Ooooh you mean the vaults writing the ad should be shared the content and names are like safecoin a reserves type - now I understand :face_with_monocle:

Hmhmm… So all public names get published somewhere at some point (‘no data leaves your computer unencrypted’)

Only during registration process.

It leaves your computer encrypted. Just like when you tell the network your coinBalance address when you transfer coins.

There is always some types of transient data revealed to the connecting node

Huh? You register single words (or public name whatever you call it, which can be anything) like ‘jlpellTheMan’ (no dots allowed!)
Then you get the domain safe://jlpellTheMan.rwg
What’s so difficult about this?

But it’s still different isn’t it?

If I create public names for sharing data ‘on a regular basis’ (for example safe://riddim_share_1337) the vaults seeing this can link riddim (my real life name) to the public key I have… In any case this leaks additional information… In my head this is a bit wrong…

Ps: I admit this is a very limited powerful leak… And not necessarily true either… But it leaks data to people I didn’t want to leak to…

Think about it, a bad actor node could record all the ADs for NRS and go to the site pointed to at a later time.
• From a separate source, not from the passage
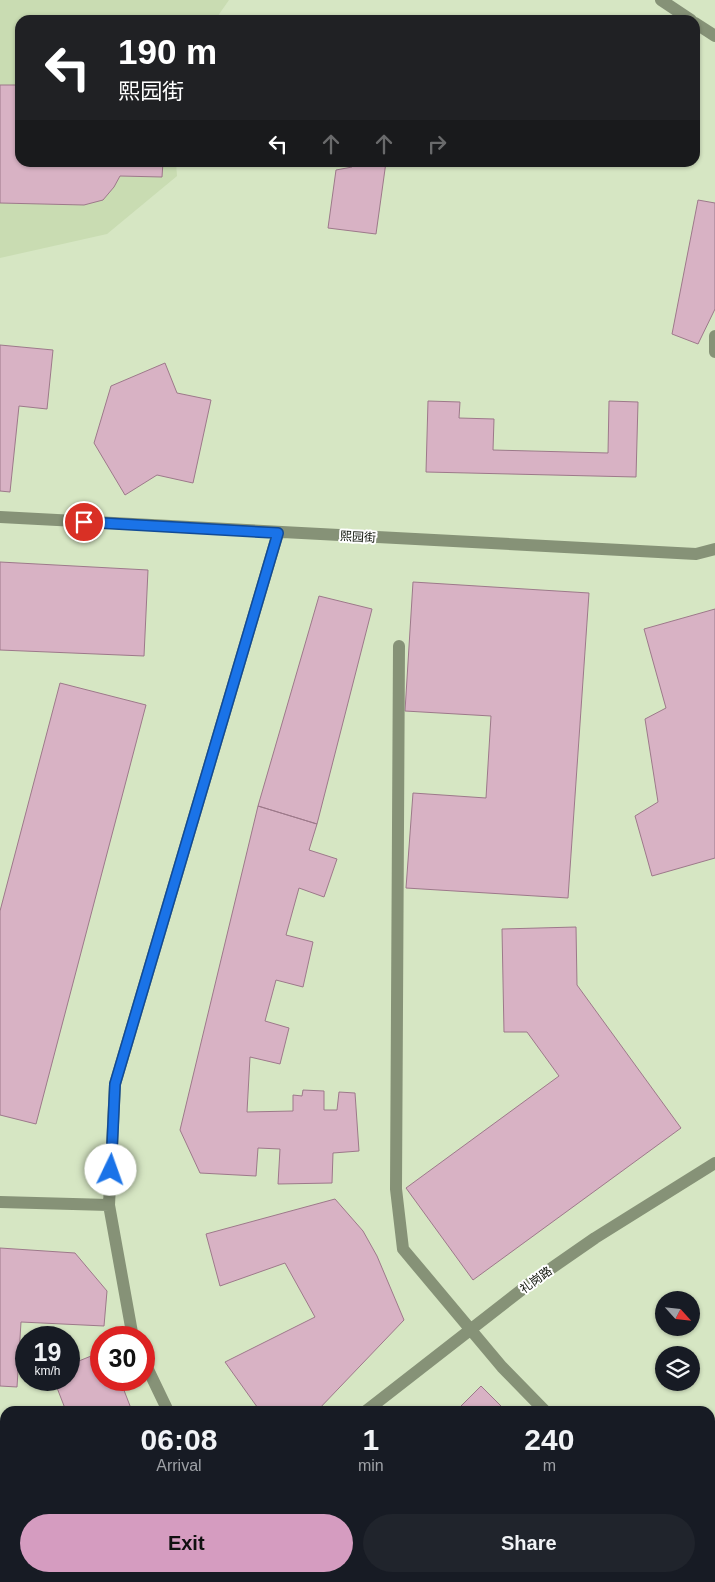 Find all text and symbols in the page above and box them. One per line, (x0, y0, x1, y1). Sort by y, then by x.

It has who registered the unknown name but now has all it needs the who linked to the site. And look at links to discover the NRS Name

Are they still not encrypted? Oo

NRS is a public system, its meant to be unencrypted

It’s not difficult, just backwards. On Alpha 2 I can register ‘jlpell’ and then have anything else I want such as :

maps.jlpell
email.jlpell
money.jlpell
happy.jlpell
super.jlpell
etc.jlpell
bin.jlpell
proc.jlpell
usr.jlpell
lib.jlpell
sys.jlpell
opt.jlpell
cats.jlpell
dogs.jlpell
home.jlpell

You are then free to have all the same services with a .nevel extension. This is a superior naming scheme compared to what you are describing.